(Your task)
Every single entry below should be reproduced verbatim.
#### Available records
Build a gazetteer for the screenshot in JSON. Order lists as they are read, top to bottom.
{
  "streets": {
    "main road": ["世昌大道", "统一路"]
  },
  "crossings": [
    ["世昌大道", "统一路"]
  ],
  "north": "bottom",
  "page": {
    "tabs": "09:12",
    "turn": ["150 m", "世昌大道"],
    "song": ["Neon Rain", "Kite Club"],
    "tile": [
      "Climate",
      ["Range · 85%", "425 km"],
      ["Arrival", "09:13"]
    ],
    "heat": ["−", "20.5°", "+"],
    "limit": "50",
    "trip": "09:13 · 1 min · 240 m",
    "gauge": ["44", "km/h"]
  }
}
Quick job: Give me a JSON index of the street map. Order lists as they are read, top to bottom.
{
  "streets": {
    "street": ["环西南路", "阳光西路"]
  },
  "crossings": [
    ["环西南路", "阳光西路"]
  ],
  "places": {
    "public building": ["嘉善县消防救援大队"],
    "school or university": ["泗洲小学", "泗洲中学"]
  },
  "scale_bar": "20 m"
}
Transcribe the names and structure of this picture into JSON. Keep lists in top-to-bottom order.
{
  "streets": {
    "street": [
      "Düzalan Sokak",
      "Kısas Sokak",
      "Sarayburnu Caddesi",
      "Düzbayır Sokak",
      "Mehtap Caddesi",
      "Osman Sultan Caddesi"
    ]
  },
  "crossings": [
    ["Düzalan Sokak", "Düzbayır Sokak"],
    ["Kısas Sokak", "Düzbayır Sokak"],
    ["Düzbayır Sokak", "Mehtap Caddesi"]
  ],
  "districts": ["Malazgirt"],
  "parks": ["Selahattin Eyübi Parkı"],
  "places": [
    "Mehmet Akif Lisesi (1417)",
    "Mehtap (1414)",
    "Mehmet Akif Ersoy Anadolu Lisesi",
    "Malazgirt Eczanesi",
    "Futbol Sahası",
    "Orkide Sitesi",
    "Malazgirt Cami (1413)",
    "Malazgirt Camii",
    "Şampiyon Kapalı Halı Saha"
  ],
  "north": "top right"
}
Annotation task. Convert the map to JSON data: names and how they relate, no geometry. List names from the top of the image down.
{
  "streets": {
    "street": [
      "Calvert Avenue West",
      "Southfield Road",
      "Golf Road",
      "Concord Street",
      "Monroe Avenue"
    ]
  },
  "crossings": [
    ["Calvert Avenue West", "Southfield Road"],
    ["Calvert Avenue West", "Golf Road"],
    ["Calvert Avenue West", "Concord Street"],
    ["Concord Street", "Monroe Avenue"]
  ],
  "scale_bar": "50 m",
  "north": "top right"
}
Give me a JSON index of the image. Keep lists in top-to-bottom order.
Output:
########
(Solution to the exercise)
Build a gazetteer for the screenshot in JSON. Order lists as they are read, top to bottom.
{
  "streets": {
    "main road": ["世昌大道", "统一路"]
  },
  "crossings": [
    ["世昌大道", "统一路"]
  ],
  "north": "bottom",
  "page": {
    "tabs": "09:12",
    "turn": ["150 m", "世昌大道"],
    "song": ["Neon Rain", "Kite Club"],
    "tile": [
      "Climate",
      ["Range · 85%", "425 km"],
      ["Arrival", "09:13"]
    ],
    "heat": ["−", "20.5°", "+"],
    "limit": "50",
    "trip": "09:13 · 1 min · 240 m",
    "gauge": ["44", "km/h"]
  }
}
Quick job: Give me a JSON index of the street map. Order lists as they are read, top to bottom.
{
  "streets": {
    "street": ["环西南路", "阳光西路"]
  },
  "crossings": [
    ["环西南路", "阳光西路"]
  ],
  "places": {
    "public building": ["嘉善县消防救援大队"],
    "school or university": ["泗洲小学", "泗洲中学"]
  },
  "scale_bar": "20 m"
}
Transcribe the names and structure of this picture into JSON. Keep lists in top-to-bottom order.
{
  "streets": {
    "street": [
      "Düzalan Sokak",
      "Kısas Sokak",
      "Sarayburnu Caddesi",
      "Düzbayır Sokak",
      "Mehtap Caddesi",
      "Osman Sultan Caddesi"
    ]
  },
  "crossings": [
    ["Düzalan Sokak", "Düzbayır Sokak"],
    ["Kısas Sokak", "Düzbayır Sokak"],
    ["Düzbayır Sokak", "Mehtap Caddesi"]
  ],
  "districts": ["Malazgirt"],
  "parks": ["Selahattin Eyübi Parkı"],
  "places": [
    "Mehmet Akif Lisesi (1417)",
    "Mehtap (1414)",
    "Mehmet Akif Ersoy Anadolu Lisesi",
    "Malazgirt Eczanesi",
    "Futbol Sahası",
    "Orkide Sitesi",
    "Malazgirt Cami (1413)",
    "Malazgirt Camii",
    "Şampiyon Kapalı Halı Saha"
  ],
  "north": "top right"
}
Annotation task. Convert the map to JSON data: names and how they relate, no geometry. List names from the top of the image down.
{
  "streets": {
    "street": [
      "Calvert Avenue West",
      "Southfield Road",
      "Golf Road",
      "Concord Street",
      "Monroe Avenue"
    ]
  },
  "crossings": [
    ["Calvert Avenue West", "Southfield Road"],
    ["Calvert Avenue West", "Golf Road"],
    ["Calvert Avenue West", "Concord Street"],
    ["Concord Street", "Monroe Avenue"]
  ],
  "scale_bar": "50 m",
  "north": "top right"
}
Give me a JSON index of the image. Keep lists in top-to-bottom order.
Output:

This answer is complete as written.